--- START ---
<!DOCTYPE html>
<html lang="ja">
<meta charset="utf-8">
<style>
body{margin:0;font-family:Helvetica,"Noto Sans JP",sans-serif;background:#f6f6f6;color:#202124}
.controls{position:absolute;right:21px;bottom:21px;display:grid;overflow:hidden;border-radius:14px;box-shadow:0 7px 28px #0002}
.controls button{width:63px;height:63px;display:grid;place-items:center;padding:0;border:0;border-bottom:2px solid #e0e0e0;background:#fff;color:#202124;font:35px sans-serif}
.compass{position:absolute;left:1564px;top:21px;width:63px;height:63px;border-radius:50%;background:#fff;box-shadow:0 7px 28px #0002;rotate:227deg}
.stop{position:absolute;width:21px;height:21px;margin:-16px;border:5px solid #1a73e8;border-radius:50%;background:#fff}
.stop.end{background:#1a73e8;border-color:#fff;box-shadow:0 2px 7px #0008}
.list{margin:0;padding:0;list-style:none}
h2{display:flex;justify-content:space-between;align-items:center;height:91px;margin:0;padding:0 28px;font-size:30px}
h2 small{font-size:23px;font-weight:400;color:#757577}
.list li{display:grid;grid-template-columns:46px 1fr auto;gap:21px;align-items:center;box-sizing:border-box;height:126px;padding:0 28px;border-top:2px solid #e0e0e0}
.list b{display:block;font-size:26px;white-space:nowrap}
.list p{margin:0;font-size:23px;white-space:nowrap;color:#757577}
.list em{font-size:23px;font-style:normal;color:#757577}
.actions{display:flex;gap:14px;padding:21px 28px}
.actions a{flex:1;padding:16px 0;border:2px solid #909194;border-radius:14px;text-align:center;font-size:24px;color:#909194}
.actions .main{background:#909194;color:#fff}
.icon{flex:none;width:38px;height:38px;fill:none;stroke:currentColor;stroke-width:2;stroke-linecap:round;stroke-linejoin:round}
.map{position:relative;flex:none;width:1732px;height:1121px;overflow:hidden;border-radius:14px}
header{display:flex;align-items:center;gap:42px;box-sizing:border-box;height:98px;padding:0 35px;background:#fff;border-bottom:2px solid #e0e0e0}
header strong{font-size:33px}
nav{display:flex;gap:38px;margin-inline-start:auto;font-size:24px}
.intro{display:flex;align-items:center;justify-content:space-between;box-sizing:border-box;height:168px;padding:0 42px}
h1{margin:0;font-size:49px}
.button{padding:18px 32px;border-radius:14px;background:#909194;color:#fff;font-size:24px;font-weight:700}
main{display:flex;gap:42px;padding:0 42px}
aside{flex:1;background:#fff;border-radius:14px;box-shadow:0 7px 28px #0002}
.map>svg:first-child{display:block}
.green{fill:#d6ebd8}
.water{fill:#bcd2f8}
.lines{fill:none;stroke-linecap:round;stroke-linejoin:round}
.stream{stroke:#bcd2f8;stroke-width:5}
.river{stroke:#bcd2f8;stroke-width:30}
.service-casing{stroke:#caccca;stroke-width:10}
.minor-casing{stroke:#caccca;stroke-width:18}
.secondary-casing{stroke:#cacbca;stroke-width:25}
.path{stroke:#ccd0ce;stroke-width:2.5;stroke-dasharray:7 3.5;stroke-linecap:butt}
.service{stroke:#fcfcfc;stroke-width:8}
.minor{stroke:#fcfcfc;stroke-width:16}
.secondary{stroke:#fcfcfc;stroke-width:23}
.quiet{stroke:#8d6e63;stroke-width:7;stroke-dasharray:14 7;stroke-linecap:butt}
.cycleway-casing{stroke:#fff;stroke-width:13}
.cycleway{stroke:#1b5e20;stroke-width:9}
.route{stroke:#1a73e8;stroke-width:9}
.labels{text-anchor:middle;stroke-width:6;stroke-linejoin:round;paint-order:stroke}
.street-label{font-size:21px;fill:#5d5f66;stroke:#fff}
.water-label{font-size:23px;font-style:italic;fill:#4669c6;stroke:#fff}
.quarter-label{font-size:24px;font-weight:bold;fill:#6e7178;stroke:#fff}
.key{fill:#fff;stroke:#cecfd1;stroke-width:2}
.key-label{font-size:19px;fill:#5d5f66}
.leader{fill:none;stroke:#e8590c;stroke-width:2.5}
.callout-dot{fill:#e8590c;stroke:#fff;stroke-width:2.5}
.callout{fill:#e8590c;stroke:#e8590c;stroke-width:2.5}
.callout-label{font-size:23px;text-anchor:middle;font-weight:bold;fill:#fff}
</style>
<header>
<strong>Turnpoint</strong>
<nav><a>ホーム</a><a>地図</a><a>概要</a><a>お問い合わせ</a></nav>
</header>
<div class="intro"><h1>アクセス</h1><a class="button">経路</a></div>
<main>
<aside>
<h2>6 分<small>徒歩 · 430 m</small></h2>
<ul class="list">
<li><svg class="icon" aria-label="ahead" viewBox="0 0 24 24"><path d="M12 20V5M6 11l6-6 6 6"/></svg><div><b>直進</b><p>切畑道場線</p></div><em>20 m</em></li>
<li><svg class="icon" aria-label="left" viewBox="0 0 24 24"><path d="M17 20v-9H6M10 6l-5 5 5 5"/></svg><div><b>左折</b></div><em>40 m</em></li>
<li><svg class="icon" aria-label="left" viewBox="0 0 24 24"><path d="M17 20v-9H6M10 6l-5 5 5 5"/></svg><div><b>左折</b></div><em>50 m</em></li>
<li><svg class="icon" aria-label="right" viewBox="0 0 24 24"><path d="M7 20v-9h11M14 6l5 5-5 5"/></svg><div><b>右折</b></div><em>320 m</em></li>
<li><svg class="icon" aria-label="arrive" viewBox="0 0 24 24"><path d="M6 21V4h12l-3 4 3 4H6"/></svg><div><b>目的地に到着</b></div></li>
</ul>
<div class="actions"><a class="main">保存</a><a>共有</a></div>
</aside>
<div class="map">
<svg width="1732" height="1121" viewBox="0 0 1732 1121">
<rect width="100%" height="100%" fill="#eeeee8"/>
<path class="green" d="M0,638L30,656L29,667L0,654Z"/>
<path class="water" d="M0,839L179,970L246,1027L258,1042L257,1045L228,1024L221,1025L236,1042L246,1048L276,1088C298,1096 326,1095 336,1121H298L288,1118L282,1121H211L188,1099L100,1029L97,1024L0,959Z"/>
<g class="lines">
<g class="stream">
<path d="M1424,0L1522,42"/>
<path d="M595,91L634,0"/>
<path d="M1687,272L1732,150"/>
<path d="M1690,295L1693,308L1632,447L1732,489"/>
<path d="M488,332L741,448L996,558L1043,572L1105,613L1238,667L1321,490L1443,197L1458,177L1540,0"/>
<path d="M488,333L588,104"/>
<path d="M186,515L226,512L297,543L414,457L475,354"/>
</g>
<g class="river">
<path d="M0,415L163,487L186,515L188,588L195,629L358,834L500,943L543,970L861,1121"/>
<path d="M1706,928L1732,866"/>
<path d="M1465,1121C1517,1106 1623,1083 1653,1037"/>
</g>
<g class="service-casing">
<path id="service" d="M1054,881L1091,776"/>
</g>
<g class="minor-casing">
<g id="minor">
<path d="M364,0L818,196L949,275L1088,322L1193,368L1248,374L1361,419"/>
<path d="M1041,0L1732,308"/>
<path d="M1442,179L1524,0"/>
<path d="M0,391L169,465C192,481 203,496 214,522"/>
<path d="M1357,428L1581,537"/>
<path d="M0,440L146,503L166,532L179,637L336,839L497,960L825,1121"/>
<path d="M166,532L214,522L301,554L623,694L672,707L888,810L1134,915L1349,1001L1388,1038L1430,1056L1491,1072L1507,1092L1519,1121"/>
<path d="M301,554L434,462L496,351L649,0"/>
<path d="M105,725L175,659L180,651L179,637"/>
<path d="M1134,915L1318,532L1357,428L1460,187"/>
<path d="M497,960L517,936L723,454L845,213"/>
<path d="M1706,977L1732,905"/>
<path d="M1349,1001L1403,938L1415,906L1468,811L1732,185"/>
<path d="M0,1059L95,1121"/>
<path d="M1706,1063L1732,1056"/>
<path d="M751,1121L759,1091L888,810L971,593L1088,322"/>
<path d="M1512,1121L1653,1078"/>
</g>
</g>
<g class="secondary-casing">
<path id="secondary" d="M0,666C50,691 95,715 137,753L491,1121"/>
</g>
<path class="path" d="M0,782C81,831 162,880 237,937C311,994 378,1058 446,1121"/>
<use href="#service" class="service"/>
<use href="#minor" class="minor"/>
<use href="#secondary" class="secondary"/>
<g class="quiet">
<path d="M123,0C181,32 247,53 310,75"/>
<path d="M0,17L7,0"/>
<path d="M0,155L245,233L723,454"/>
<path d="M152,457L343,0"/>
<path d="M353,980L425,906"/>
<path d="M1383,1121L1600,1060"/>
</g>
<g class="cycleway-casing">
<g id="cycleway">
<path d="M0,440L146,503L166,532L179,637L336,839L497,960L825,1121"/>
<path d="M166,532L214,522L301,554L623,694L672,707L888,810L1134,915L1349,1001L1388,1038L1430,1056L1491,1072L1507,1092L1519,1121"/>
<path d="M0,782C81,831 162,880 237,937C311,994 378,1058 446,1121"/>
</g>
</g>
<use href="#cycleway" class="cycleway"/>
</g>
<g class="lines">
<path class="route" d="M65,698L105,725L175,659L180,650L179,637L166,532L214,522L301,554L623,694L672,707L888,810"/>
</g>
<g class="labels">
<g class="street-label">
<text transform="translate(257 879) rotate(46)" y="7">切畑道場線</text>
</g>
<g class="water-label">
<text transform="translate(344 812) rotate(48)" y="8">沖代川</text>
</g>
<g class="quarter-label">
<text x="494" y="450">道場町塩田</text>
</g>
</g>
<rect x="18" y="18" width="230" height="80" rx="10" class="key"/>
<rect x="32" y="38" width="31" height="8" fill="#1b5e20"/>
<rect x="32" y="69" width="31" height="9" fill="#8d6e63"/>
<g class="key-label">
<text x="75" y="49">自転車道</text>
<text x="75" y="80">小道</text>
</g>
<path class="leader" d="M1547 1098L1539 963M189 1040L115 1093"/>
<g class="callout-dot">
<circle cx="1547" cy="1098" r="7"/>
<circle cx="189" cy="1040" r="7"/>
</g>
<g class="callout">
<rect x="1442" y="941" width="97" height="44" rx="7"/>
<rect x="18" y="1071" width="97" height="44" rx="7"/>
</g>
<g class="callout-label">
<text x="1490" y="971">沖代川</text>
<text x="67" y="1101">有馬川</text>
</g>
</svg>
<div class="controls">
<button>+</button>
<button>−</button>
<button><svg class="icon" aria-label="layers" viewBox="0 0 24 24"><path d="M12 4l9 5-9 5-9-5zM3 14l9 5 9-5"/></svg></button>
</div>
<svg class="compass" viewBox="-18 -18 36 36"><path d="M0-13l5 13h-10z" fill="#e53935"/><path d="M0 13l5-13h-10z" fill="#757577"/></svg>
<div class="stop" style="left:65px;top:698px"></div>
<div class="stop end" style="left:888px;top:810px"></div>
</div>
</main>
--- END ---
PROBLEM REQUIREMENTS
Could you report all lines of the listing that hold "white"?

RESULT
.list b{display:block;font-size:26px;white-space:nowrap}
.list p{margin:0;font-size:23px;white-space:nowrap;color:#757577}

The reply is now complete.